◆ Problem ◆
Give the number of lines below that contain "isNaN", with no other output.

======== Data supplied

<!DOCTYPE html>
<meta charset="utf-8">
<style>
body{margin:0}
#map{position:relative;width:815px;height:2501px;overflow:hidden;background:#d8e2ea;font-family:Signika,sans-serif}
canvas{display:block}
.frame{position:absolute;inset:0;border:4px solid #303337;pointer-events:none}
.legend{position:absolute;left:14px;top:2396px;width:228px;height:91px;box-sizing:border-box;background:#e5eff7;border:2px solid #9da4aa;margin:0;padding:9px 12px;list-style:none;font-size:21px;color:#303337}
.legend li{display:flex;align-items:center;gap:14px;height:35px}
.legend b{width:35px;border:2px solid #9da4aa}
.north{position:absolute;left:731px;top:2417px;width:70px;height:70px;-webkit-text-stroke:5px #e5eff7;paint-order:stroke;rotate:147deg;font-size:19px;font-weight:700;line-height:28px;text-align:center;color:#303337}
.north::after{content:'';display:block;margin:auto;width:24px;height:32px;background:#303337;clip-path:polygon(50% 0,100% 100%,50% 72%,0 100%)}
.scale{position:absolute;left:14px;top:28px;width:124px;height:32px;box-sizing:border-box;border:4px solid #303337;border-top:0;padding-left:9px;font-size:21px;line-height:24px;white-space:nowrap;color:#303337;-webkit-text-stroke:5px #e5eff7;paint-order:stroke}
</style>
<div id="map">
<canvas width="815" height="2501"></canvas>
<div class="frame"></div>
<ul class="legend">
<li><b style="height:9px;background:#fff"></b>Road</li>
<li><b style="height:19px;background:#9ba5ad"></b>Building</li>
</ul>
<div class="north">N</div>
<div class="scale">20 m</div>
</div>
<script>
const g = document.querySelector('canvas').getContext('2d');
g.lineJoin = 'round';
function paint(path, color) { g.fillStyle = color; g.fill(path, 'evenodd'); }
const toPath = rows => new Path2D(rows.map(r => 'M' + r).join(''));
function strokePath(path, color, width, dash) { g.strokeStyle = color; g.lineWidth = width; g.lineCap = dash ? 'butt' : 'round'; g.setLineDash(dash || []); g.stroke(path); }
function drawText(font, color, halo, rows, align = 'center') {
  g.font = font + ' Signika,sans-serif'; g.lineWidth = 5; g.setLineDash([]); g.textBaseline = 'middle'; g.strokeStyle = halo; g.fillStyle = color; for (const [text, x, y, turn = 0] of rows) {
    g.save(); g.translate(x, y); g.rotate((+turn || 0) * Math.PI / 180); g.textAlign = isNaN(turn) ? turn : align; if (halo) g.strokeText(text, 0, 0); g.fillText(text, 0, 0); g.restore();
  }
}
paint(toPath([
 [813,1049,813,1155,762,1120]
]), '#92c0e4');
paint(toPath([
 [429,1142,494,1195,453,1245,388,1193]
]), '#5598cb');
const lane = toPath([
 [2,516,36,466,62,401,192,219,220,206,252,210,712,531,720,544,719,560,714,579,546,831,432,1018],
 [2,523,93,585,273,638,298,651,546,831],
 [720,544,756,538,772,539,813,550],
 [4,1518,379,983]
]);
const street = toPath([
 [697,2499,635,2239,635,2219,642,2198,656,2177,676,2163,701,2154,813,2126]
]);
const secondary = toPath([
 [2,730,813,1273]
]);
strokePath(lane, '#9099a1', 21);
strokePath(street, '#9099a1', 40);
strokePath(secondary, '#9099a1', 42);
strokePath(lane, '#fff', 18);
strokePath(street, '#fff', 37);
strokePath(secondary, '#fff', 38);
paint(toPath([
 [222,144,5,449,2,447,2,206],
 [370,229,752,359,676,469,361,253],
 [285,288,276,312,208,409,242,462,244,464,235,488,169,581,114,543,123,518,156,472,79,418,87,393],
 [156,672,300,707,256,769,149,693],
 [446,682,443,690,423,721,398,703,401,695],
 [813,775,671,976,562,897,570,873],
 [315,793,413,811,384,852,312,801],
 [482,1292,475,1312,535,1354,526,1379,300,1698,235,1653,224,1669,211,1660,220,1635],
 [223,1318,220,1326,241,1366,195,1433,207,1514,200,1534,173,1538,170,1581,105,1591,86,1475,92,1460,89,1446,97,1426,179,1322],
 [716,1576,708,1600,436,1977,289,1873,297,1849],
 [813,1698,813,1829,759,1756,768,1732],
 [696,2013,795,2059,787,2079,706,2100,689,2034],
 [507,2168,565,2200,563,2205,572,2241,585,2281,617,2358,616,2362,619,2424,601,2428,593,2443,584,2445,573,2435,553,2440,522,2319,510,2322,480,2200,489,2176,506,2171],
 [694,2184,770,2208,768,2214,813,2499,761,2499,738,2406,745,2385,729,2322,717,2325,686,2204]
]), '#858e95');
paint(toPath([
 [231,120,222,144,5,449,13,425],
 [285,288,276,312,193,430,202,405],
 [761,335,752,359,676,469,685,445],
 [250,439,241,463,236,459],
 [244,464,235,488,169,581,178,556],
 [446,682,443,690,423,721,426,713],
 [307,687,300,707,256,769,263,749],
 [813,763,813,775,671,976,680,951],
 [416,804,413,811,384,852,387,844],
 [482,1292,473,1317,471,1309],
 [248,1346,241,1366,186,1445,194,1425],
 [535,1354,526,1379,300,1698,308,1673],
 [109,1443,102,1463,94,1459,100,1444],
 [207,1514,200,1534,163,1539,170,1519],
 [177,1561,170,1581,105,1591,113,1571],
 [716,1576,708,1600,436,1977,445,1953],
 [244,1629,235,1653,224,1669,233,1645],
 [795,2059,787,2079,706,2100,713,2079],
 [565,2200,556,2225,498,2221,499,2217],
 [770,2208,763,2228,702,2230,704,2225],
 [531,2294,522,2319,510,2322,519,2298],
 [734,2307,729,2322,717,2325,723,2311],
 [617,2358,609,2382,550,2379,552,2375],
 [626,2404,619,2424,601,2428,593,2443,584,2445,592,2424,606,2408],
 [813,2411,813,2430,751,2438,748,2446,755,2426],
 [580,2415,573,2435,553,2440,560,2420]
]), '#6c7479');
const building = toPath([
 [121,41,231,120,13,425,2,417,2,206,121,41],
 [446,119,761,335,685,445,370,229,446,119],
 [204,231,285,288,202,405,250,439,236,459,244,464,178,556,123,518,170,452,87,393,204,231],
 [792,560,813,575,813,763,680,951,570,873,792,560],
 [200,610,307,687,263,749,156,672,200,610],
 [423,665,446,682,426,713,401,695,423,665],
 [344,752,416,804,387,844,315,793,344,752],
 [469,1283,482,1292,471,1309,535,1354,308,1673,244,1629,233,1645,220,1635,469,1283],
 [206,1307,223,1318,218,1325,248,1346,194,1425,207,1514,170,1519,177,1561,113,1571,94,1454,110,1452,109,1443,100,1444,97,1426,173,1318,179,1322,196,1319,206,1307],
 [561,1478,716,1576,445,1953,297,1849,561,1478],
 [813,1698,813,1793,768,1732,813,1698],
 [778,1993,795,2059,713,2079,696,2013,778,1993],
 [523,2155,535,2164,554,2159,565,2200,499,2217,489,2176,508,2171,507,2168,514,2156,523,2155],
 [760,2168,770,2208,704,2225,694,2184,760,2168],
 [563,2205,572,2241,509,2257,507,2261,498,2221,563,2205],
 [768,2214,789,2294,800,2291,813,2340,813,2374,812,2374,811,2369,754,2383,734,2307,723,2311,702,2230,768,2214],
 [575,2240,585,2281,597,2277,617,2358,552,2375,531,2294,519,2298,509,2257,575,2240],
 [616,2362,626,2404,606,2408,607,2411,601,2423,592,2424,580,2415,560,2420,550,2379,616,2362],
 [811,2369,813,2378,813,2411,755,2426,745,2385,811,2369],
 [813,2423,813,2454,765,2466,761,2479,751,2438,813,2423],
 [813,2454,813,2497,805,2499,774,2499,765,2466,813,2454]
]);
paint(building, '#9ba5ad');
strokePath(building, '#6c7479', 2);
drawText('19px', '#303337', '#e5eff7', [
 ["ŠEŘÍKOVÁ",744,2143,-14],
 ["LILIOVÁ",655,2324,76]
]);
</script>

================
======== Data supplied

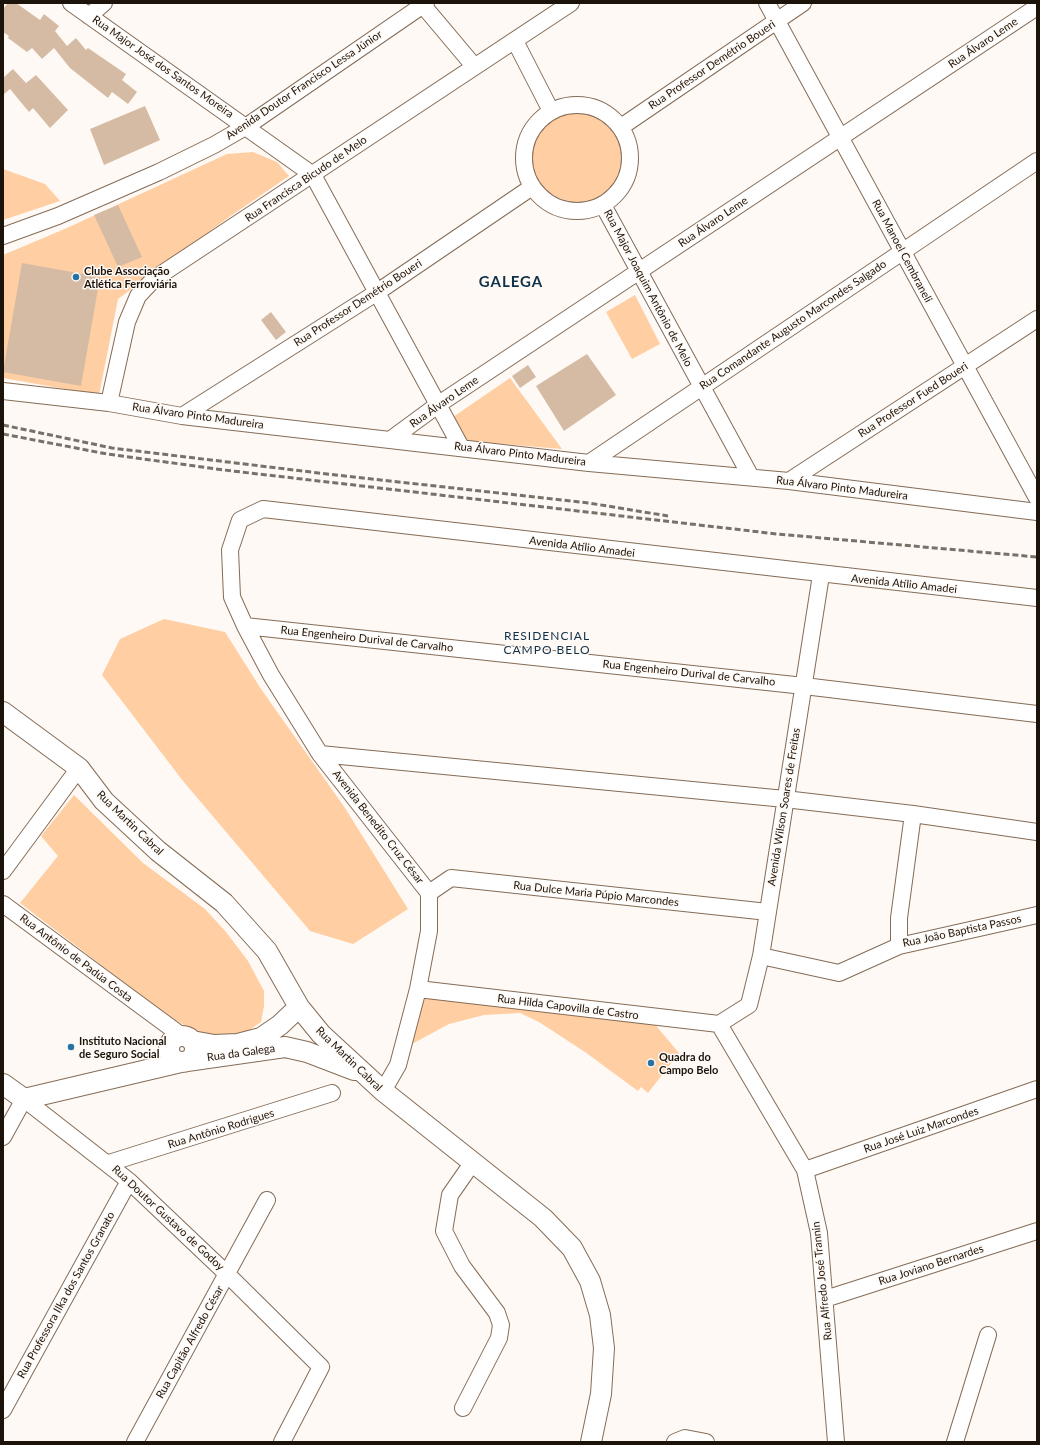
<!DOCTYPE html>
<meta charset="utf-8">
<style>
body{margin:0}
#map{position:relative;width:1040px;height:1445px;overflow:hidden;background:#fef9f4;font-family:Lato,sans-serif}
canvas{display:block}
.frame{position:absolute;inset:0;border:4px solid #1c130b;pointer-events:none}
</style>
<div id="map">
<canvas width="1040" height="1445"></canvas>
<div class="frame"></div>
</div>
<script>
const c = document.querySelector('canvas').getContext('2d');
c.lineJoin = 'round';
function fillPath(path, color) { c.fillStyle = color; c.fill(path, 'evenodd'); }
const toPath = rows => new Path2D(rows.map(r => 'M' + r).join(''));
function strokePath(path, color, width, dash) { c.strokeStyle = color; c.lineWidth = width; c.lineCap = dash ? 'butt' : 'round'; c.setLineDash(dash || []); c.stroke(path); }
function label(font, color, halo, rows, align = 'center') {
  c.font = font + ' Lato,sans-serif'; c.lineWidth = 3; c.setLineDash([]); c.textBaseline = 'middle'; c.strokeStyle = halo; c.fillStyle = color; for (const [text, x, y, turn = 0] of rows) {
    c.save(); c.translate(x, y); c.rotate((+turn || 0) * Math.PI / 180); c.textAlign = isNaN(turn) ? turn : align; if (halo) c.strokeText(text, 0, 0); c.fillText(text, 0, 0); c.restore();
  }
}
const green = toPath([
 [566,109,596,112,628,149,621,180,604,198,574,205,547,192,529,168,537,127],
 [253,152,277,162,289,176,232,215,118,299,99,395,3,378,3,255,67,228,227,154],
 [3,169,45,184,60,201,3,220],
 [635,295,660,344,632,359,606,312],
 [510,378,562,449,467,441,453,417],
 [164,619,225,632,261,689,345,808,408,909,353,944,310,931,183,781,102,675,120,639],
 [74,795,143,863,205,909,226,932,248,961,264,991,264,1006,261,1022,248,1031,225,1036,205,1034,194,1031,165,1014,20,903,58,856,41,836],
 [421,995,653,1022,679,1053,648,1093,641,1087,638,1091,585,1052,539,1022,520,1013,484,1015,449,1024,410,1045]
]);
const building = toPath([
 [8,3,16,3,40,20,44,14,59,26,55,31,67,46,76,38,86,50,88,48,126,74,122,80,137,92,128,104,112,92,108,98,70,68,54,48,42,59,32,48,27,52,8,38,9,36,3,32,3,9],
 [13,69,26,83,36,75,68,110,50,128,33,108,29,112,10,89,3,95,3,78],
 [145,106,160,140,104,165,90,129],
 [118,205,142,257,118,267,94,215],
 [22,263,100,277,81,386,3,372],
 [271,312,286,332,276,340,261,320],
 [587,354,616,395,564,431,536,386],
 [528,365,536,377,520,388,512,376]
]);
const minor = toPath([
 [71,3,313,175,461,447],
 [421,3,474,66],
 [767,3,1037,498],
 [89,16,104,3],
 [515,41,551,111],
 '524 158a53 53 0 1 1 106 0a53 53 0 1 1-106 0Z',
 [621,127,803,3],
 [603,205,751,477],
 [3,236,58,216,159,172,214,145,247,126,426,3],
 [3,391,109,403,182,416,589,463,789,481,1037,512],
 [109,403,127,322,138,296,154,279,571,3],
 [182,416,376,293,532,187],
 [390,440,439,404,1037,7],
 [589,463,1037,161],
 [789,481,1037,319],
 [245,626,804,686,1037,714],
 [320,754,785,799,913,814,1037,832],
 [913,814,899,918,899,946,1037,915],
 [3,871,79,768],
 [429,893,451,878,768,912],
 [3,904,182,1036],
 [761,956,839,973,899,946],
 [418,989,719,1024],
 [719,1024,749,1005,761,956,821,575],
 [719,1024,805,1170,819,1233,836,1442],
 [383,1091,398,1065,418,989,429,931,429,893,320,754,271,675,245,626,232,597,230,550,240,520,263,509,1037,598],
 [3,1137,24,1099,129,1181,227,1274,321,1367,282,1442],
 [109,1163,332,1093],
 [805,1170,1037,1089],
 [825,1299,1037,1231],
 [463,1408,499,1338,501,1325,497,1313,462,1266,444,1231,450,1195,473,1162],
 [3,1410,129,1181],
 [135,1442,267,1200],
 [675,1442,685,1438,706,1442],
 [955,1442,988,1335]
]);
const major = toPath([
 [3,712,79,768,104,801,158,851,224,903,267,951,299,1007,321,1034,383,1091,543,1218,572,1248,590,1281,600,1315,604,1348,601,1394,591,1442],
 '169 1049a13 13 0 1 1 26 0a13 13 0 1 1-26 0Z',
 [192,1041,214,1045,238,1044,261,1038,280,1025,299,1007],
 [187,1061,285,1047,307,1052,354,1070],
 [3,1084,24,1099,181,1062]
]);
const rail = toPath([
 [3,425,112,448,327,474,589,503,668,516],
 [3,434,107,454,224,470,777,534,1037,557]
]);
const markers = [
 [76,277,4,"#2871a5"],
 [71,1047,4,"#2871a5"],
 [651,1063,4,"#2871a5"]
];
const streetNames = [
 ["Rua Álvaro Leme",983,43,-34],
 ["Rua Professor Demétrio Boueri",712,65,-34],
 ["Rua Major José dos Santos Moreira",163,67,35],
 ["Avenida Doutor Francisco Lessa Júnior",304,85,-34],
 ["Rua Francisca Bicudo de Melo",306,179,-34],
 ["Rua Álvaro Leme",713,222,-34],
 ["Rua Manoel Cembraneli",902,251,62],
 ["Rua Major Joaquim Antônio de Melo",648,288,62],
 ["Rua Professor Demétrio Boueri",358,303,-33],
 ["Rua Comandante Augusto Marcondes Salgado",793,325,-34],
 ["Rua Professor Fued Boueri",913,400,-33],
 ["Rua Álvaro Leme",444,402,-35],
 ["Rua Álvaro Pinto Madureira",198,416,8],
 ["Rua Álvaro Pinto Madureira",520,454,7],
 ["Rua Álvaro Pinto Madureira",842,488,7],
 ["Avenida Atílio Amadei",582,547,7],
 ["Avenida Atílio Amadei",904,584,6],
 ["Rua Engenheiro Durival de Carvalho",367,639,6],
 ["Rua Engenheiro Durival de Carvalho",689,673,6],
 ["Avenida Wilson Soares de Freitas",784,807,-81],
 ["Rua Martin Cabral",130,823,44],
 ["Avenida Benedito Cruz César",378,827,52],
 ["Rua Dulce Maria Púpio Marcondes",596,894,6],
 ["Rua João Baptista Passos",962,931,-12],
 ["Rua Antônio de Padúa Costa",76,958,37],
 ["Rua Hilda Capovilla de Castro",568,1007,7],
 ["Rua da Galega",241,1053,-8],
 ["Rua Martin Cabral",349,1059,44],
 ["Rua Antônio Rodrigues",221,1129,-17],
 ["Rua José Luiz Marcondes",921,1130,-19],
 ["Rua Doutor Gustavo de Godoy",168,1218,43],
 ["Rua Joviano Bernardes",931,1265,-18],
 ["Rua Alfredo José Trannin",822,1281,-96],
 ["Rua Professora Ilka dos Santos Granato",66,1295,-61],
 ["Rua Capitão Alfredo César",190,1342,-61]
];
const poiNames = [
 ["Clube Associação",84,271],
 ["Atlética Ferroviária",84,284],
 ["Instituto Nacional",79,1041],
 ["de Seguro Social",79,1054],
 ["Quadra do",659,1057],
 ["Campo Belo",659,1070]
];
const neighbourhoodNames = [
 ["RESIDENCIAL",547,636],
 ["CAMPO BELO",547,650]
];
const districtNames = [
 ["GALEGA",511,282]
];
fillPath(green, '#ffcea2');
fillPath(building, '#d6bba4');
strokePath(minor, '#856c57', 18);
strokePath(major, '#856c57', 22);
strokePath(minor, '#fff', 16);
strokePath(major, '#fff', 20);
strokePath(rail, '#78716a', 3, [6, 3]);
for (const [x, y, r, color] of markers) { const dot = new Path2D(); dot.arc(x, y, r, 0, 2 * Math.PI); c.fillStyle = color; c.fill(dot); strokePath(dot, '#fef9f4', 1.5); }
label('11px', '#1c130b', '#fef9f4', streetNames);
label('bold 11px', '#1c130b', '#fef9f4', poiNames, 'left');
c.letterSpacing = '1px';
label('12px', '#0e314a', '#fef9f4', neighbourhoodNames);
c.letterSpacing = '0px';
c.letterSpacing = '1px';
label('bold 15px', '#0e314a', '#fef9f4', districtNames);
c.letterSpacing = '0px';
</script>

================

◆ Finished task ◆
2